Search code examples
pythonpicklepython-unicode

pickling with unicode in Python3


I am trying to pickle a dictionary of the form {word : {docId : int}}. My code is below:

def vocabProcess(documents):
    word_splitter = re.compile(r"\w+", re.VERBOSE)
    stemmer=PorterStemmer()#
    stop_words = set(stopwords.words('english'))

    wordDict = {}
    for docId in documents:
        processedDoc = [stemmer.stem(w.lower()) for w in 
        word_splitter.findall(reuters.raw(docId)) if not w in stop_words]

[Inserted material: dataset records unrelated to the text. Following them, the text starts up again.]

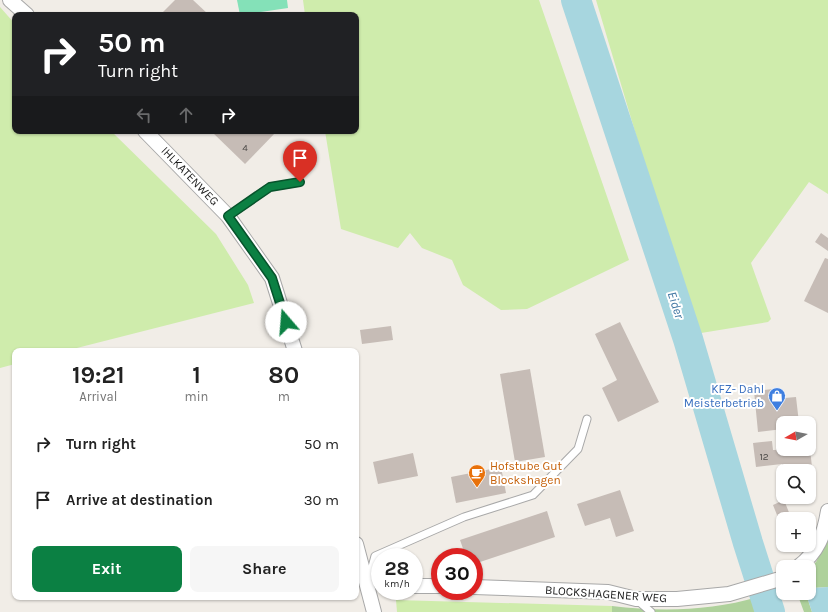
<!DOCTYPE html>
<meta charset="utf-8">
<style>
:root{--surface:#fff;--page:#f6f6f6;--text:#222;--muted:#767676;--accent:#0b8043}
body{margin:0;font-family:Karla,sans-serif;background:var(--page);color:var(--text);height:100vh;display:flex;flex-direction:column;font-size:15px;white-space:nowrap}
*{box-sizing:border-box;margin:0}
p{font-size:13px;color:var(--muted)}
.icon{flex:none;width:22px;height:22px;fill:none;stroke:currentColor;stroke-width:2;stroke-linecap:round;stroke-linejoin:round}
.map{position:relative;flex:1;overflow:hidden}
.sheet{position:absolute;left:12px;top:348px;width:347px;height:252px;display:flex;flex-direction:column;background:var(--surface);border-radius:8px;box-shadow:0 1px 3px #0004}
.sheet>*{flex:none}
.hud{position:absolute;left:12px;top:12px;width:347px;height:122px;border-radius:8px;box-shadow:0 1px 3px #0004;background:#202124;color:#fff;overflow:hidden}
.needle{width:26px;rotate:261deg}
.tools{position:absolute;left:776px;top:416px;display:grid;gap:8px}
.tools a{display:grid;place-items:center;width:40px;height:40px;border-radius:8px;background:var(--surface);box-shadow:0 1px 3px #0004;font-size:20px}
.speed{position:absolute;left:371px;top:548px;display:flex;gap:8px;font-size:20px;font-weight:700;text-align:center}
.speed>*{display:grid;place-content:center;width:52px;height:52px;border-radius:50%;background:var(--surface);box-shadow:0 1px 3px #0004;line-height:1}
.speed small{font-size:10px;font-weight:400}
.speed .limit{border:6px solid #d22;background:#fff;color:#111}
.pin{position:absolute;display:grid;place-items:center;width:34px;height:34px;color:#fff;margin:-41px -17px;border-radius:50% 50% 50% 0;rotate:-45deg;box-shadow:0 0 4px #0007}
.pin .icon{rotate:45deg}
.me{position:absolute;width:44px;margin:-22px;rotate:342deg;stroke-linejoin:round;filter:drop-shadow(0 0 3px #0008)}
.turn{display:flex;align-items:center;gap:14px;height:84px;padding:0 20px;font-size:18px}
.turn .icon{width:52px;height:52px;stroke-width:2.5}
.turn b{display:block;font-size:28px;line-height:34px}
.lanes{display:flex;align-items:center;height:38px;padding:0 20px;background:#0003;justify-content:center;gap:20px;direction:ltr}
.lanes .off{opacity:.35}
.eta{display:flex;justify-content:space-evenly;align-items:center;height:68px;text-align:center}
.eta b{font-size:24px;font-weight:700;line-height:28px}
.cta{display:flex;gap:8px;margin-top:auto;padding:8px 20px}
.cta a{flex:1;height:46px;border-radius:8px;background:var(--accent);color:#fff;font-size:16px;font-weight:700;line-height:46px;text-align:center}
.cta a+a{background:var(--page);color:var(--text)}
ul{padding:0;list-style:none}
li{display:flex;align-items:center;gap:12px;height:56px;padding:0 20px}
li div{flex:1}
li b{display:block;font-size:15px}
li em{font-style:normal}
.map>svg:first-child{display:block}
.grass{fill:#cfecac}
.forest{fill:#aed19b}
.pitch{fill:#84e1b8}
.water{fill:#a7d6df}
.lines{fill:none;stroke-linecap:round;stroke-linejoin:round}
.river{stroke:#a7d6df;stroke-width:30}
.building{fill:#c6bcb6}
.service-casing{stroke:#a8a8a8;stroke-width:9}
.minor-casing{stroke:#a8a8a8;stroke-width:16}
.service{stroke:#fff;stroke-width:7}
.minor{stroke:#fff;stroke-width:14}
.route-casing{stroke:#07532c;stroke-width:10}
.route{stroke:#0b8043;stroke-width:7}
.labels{text-anchor:middle;dominant-baseline:central;stroke-width:4;stroke-linejoin:round;paint-order:stroke}
.number-label{font-size:10px;fill:#4a4846}
.street-label{font-size:12px;fill:#212121;stroke:#fff}
.shop-label{font-size:12px;fill:#366cbe;stroke:#fff;text-anchor:end}
.food-label{font-size:12px;fill:#c56008;stroke:#fff;text-anchor:start}
.water-label{font-size:13px;font-style:italic;fill:#4479a4;stroke:#fff}
</style>
<div class="map">
<svg width="828" height="612" viewBox="0 0 828 612">
<rect width="100%" height="100%" fill="#f1ede7"/>
<g class="grass">
<path d="M303 0H539L629 260 527 309 501 310 463 285 452 260 422 248 410 233 398 248 341 229 325 131H356V15H305Z"/>
<path d="M596 0H828V194L809 182 751 263 771 319 768 322 695 334Z"/>
<path d="M0 7 15 24V131H111L216 234 248 285 254 303 65 351H15V364L0 368Z"/>
<path d="M396 600 612 606V612H397Z"/>
</g>
<g class="forest">
<path d="M828 538V587L813 588 808 600 812 612H804L797 593H809V569L816 562Z"/>
<path d="M758 597 762 612H612V606C661 612 710 611 758 597Z"/>
</g>
<path class="pitch" d="M237 0H287L288 8 240 15Z"/>
<path class="water" d="M828 587V612H812L808 600 813 588Z"/>
<g class="lines">
<path class="river" d="M576 0 688 339 748 543 770 612"/>
</g>
<g class="building">
<path d="M175 0H193L209 15H160Z"/>
<path d="M211 131H277L245 164Z"/>
<path d="M821 233 828 238V251L815 242Z"/>
<path d="M825 258 828 259V313L804 301Z"/>
<path d="M620 322 659 402 618 422 602 388 617 380 595 334Z"/>
<path d="M391 326 393 340 362 344 360 330Z"/>
<path d="M530 369 545 457 515 462 500 374Z"/>
<path d="M773 389 774 399 796 397 799 423H783V429L758 432 754 391Z"/>
<path d="M772 441 773 450 810 449 813 476H809V471H783L782 464 756 467 753 443Z"/>
<path d="M413 453 418 476 378 484 373 462Z"/>
<path d="M501 467 506 493 456 503 451 477Z"/>
<path d="M620 490 634 531 616 537 610 518 585 526 577 504Z"/>
<path d="M784 500 790 515 779 520 773 505Z"/>
<path d="M547 511 555 537 474 564V557H466L460 540Z"/>
</g>
<g class="lines">
<g class="service-casing">
<g id="service">
<path d="M228 216 270 187 300 182"/>
<path d="M368 582 375 556 464 517 533 495 578 449 587 419"/>
<path d="M637 600 651 612"/>
</g>
</g>
<g class="minor-casing">
<g id="minor">
<path d="M10 0 27 15"/>
<path d="M145 131 228 216 272 278 295 351"/>
<path d="M356 544 374 612"/>
<path d="M798 567C818 552 824 535 828 511"/>
<path d="M414 586H440"/>
<path d="M474 587 608 592 636 599H677L729 594 783 578"/>
</g>
</g>
<use href="#service" class="service"/>
<use href="#minor" class="minor"/>
</g>
<g class="lines">
<g class="route-casing">
<path id="route" d="M286 322 272 278 228 216 270 187 300 182"/>
</g>
<use href="#route" class="route"/>
</g>
<defs>
<g id="shop-pin" transform="scale(0.9)"><path d="M0 17L-7.5 6A9.5 9.5 0 1 1 7.5 6Z" fill="#3f7fe0" stroke="#fff"/><path d="M-5-2.5h2.3a2.7 3.5 0 0 1 5.4 0H5L5.5 6h-11ZM-1.5-2.5h3a1.5 2.3 0 0 0-3 0Z" fill="#fff"/></g>
<g id="cafe-pin" transform="scale(0.9)"><path d="M0 17L-7.5 6A9.5 9.5 0 1 1 7.5 6Z" fill="#e8710a" stroke="#fff"/><path d="M-5.5-4.5H6V0H3Q3 3.5 0 3.5H-2.5Q-5.5 3.5-5.5 0ZM3-3.2v2h1.7v-2ZM-6 4.5H4V6H-6Z" fill="#fff"/></g>
</defs>
<g fill-rule="evenodd">
<use href="#shop-pin" x="777" y="396"/>
<use href="#cafe-pin" x="477" y="473"/>
</g>
<g class="labels">
<g class="number-label">
<text x="245" y="148">4</text>
<text x="764" y="457">12</text>
</g>
<g class="street-label">
<text transform="translate(190 176) rotate(46)">IHLKATENWEG</text>
<text transform="translate(606 594) rotate(4)">BLOCKSHAGENER WEG</text>
</g>
<g class="shop-label">
<text x="764" y="389">KFZ- Dahl<tspan x="764" dy="14">Meisterbetrieb</tspan></text>
</g>
<g class="food-label">
<text x="490" y="466">Hofstube Gut<tspan x="490" dy="14">Blockshagen</tspan></text>
</g>
<g class="water-label">
<text transform="translate(676 305) rotate(72)">Eider</text>
</g>
</g>
</svg>
<div class="tools">
<a><svg class="needle" viewBox="-14 -14 28 28"><path d="M0-13l5 13h-10z" fill="#e53935"/><path d="M0 13l5-13h-10z" fill="#767676"/></svg></a>
<a><svg class="icon" aria-label="search" viewBox="0 0 24 24"><circle cx="10" cy="10" r="6"/><path d="M15 15l6 6"/></svg></a>
<a>+</a>
<a>−</a>
</div>
<div class="speed"><div>28<small>km/h</small></div><div class="limit">30</div></div>
<div class="pin" style="left:300px;top:182px;background:#d93025"><svg class="icon" aria-label="arrive" viewBox="0 0 24 24"><path d="M6 21V4h12l-3 4 3 4H6"/></svg></div>
<svg class="me" style="left:286px;top:322px" viewBox="-20 -20 40 40"><circle r="19" fill="#fff"/><path d="M0-13L10 11 0 6-10 11z" fill="#0b8043"/></svg>
<div class="hud">
<div class="turn"><svg class="icon" aria-label="right" viewBox="0 0 24 24"><path d="M7 20v-9h11M14 6l5 5-5 5"/></svg><div><b>50 m</b>Turn right</div></div>
<div class="lanes"><svg class="icon off" aria-label="left" viewBox="0 0 24 24"><path d="M17 20v-9H6M10 6l-5 5 5 5"/></svg><svg class="icon off" aria-label="ahead" viewBox="0 0 24 24"><path d="M12 20V5M6 11l6-6 6 6"/></svg><svg class="icon" aria-label="right" viewBox="0 0 24 24"><path d="M7 20v-9h11M14 6l5 5-5 5"/></svg></div>
</div>
<section class="sheet">
<div class="eta">
<div><b>19:21</b><p>Arrival</p></div>
<div><b>1</b><p>min</p></div>
<div><b>80</b><p>m</p></div>
</div>
<ul>
<li><svg class="icon" aria-label="right" viewBox="0 0 24 24"><path d="M7 20v-9h11M14 6l5 5-5 5"/></svg><div><b>Turn right</b></div><em>50 m</em></li>
<li><svg class="icon" aria-label="arrive" viewBox="0 0 24 24"><path d="M6 21V4h12l-3 4 3 4H6"/></svg><div><b>Arrive at destination</b></div><em>30 m</em></li>
</ul>
<div class="cta"><a>Exit</a><a>Share</a></div>
</section>
</div>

        for w in processedDoc:
            if w not in wordDict:
                wordDict[w] = {docId : processedDoc.count(w)}
            else:
                wordDict[w][docId] = processedDoc.count(w)
    with open("vocabListings.txt", "wb") as f:
        _pickle.dump(wordDict, f)

if __name__ == "__main__":
    documents = reuters.fileids()
    with open("vocabListings.txt", "r") as f:
        vocabulary = _pickle.load(f)    

When I run this code, I get the error

UnicodeDecodeError: 'charmap' codec can't decode byte 0x81 in position 2399: 
character maps to <undefined>

Why is this breaking when none of the reuters docs/docids have unicode in them? How do I fix this so that I can still use the _pickle module?


Solution

  • You need to use binary mode for both writing and reading pickles. Your problem is:

    with open("vocabListings.txt", "r") as f:
        vocabulary = _pickle.load(f)    
    

    On Python 3, reading in text mode gives str (a text type) not bytes (the binary type that pickle works with). And it will try to decode the data as if it were text in your locale's encoding; a raw binary stream is not likely to be valid in many encodings, so you'll have an error before pickle even sees the data.

    On Python 2 on Windows, reading in text mode sometimes works, unless the binary data has a \r\n sequence in the data, in which case the data will be corrupted (it will be replaced with a \n in the data pickle sees).

    Either way, use mode "rb" to read (just like you used "wb" to write), and you'll be fine.